The ban is also a symbol of the government putting its foot down to insist that integration is the only path for minorities. France has had difficulty integrating generations of immigrants and their children, as witnessed by weeks of rioting by youths, many of them minorities, in troubled neighborhoods in 2005.

Sarkozy’s government has struggled — and failed, some legal observers say — to come up with a strong legal basis for a ban.

In March, France’s highest administrative body, the Council of State, warned that a ban could be found unconstitutional. It rejected possible legal justifications one by one, including the French tradition of secularism, equality for women, human dignity and concerns about public security.

In the end, the government’s central legal argument is that covering one’s face doesn’t square with French values.

Life in France is “carried out with a bare face,” Justice Minister Michele Alliot-Marie said last week, opening debate at the National Assembly.

As legal reasoning, she invoked the notion of public policy doctrine, a country’s moral and social rules.

Face-covering veils “call into question the idea of integration, which is founded on the acceptance of the values of our society,” Alliot-Marie said.

The legislation would forbid face-covering Muslim veils in all public places in France, even in the street. It calls for €150 ($185) fines or citizenship classes, or both.

The bill is also aimed at husbands and fathers who impose such veils on women and girls.
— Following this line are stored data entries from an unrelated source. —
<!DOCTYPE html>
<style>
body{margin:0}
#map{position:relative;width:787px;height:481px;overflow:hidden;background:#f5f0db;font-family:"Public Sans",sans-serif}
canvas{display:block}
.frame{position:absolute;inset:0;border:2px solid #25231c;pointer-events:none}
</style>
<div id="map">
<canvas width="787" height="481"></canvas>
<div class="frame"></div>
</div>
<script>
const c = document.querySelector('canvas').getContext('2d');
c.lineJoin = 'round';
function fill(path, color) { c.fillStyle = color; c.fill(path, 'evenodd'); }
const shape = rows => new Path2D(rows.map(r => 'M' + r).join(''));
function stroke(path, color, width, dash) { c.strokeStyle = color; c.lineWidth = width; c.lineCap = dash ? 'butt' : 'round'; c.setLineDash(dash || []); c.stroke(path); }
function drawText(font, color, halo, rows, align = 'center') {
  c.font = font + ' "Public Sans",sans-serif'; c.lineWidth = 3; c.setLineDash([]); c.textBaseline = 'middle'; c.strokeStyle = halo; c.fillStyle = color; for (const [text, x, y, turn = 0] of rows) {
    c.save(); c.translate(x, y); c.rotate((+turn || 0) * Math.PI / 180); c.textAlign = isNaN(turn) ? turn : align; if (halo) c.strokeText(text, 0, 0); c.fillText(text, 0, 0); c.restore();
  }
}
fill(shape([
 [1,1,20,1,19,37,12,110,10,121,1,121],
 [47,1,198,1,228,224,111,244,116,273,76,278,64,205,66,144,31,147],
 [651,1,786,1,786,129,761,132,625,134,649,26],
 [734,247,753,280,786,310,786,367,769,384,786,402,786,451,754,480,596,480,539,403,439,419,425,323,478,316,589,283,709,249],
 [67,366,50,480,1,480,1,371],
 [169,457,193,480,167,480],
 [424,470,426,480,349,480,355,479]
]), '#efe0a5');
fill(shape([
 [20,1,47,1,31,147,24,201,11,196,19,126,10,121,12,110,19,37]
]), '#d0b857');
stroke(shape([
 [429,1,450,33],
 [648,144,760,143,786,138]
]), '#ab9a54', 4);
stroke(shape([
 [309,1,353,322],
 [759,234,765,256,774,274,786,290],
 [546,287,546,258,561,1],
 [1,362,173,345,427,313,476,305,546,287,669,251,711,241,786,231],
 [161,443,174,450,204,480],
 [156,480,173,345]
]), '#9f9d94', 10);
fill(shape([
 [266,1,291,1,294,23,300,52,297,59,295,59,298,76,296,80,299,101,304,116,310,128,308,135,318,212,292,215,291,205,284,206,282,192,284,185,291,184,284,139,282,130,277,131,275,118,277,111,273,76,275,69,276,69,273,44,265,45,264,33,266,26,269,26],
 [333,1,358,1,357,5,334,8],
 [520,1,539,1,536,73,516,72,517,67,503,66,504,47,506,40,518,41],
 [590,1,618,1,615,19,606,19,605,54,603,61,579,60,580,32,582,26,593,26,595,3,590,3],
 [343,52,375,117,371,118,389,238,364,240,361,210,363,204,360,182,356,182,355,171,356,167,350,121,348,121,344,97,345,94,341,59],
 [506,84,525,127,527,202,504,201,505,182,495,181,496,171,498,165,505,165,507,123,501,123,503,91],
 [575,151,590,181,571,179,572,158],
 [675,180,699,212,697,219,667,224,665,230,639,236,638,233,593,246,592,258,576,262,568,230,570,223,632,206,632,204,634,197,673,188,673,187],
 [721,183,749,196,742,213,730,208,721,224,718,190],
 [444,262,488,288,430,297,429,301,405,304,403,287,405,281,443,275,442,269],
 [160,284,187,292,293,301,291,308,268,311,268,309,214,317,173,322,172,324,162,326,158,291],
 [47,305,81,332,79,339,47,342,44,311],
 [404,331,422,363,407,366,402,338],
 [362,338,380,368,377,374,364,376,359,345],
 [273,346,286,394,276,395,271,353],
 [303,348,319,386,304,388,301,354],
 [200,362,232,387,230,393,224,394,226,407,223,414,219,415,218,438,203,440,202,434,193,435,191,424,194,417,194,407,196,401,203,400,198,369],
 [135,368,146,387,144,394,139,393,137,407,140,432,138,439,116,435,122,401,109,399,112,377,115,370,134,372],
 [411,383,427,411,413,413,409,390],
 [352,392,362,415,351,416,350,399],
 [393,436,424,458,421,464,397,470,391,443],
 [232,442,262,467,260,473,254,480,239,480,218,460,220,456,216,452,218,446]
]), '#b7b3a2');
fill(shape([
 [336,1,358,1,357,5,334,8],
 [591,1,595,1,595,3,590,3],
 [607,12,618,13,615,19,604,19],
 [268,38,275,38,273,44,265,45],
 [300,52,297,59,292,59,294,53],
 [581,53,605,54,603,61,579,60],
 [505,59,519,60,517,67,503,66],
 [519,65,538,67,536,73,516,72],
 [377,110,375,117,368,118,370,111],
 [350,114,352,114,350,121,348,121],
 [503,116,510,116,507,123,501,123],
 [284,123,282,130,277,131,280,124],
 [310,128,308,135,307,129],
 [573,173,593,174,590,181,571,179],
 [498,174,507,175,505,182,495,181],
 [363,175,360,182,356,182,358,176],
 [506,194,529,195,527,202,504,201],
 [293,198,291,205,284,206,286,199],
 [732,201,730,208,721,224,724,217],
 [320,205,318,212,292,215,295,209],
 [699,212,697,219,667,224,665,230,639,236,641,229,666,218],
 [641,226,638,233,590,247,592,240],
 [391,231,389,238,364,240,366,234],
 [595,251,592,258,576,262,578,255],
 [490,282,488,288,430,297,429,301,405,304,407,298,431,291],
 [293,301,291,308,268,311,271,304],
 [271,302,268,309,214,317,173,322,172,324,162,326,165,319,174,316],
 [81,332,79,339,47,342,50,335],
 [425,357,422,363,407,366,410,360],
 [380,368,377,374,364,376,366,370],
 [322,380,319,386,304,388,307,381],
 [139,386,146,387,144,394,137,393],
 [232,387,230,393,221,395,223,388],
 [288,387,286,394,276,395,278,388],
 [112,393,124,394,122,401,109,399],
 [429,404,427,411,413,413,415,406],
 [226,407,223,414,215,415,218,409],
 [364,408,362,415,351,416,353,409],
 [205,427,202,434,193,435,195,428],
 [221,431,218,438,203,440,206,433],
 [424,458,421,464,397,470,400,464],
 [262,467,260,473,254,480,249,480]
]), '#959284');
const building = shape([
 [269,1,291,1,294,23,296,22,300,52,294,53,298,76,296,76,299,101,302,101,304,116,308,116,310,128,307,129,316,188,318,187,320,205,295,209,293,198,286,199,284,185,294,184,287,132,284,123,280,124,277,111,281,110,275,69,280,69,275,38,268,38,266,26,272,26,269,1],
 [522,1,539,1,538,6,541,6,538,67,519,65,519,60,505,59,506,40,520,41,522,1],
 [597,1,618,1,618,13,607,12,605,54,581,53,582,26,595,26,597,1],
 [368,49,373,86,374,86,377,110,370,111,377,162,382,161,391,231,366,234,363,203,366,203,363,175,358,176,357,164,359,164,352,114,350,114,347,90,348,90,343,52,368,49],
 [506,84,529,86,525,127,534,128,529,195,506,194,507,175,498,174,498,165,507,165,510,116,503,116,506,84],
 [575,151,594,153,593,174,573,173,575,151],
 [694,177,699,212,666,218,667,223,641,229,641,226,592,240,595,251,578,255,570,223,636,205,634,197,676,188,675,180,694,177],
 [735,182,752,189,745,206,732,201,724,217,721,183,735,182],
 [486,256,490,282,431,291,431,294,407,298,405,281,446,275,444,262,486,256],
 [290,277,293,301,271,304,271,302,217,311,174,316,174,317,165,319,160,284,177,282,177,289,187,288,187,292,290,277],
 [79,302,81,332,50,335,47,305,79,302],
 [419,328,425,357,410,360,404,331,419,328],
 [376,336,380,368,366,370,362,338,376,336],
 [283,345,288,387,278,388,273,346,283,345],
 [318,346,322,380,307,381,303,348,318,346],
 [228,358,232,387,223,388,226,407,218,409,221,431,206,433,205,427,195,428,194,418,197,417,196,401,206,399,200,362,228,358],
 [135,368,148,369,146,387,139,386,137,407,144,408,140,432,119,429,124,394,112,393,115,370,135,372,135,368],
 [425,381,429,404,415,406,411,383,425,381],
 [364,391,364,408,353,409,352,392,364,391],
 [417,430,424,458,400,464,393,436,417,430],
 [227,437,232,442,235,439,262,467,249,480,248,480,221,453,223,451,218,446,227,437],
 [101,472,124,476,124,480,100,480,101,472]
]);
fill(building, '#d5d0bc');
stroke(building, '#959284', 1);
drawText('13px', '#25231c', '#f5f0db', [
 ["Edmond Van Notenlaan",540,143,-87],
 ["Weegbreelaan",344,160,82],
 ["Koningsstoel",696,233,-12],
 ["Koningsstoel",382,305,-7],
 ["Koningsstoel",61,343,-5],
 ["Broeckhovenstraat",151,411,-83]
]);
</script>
Anyone convicted of forcing someone else to wear the garb risks a year of prison and a €30,000 ($38,000) fine — with both those penalties doubled if the victim is a minor.

Officials have taken pains to craft language that does not single out Muslims. While the proposed legislation is colloquially referred to as the “anti-burqa law,” it is officially called “the bill to forbid concealing one’s face in public.”

It refers neither to Islam nor to veils — leading to an often surreal disconnect between the text and discussion in parliament about it. While officials insist the law against face-covering would apply to everyone, not just Muslims, they cite a host of exceptions, including masks for health reasons, for fencing, for carnivals and festivals.

Legislator Berengere Poletti, of Sarkozy’s conservative party, argued that women in such garb “wear a sign of alienation on their faces” and “must be liberated,” even if they say the apparel is their own choice.

Communist Andre Gerin, who also supports a ban, said that “talking about liberty to defend the wearing of the full veil is totally cynical — for me, the full veil is a walking coffin, a muzzle.”

Socialist Jean Glavany, one of the few lawmakers to offer stinging criticism of a ban, said dwelling on questions of French identity and whether burqas are welcome in France “is nothing more than the fear of those who are different, who come from abroad, who aren’t like us, who don’t share our values.”

He was also one of several lawmakers to question the bill’s “judicial fragility.”

To address that widespread concern, the conservative majority has taken the unusual step of asking the Constitutional Council watchdog to rule on the bill once it passes parliament — a move usually made by opponents of legislation.

Down the road, the law could face another challenge at the European Court of Human Rights in Strasbourg, where decisions are binding. In February, the court shot down a Turkish decision that convicted dozens of people for wearing religious clothing in public.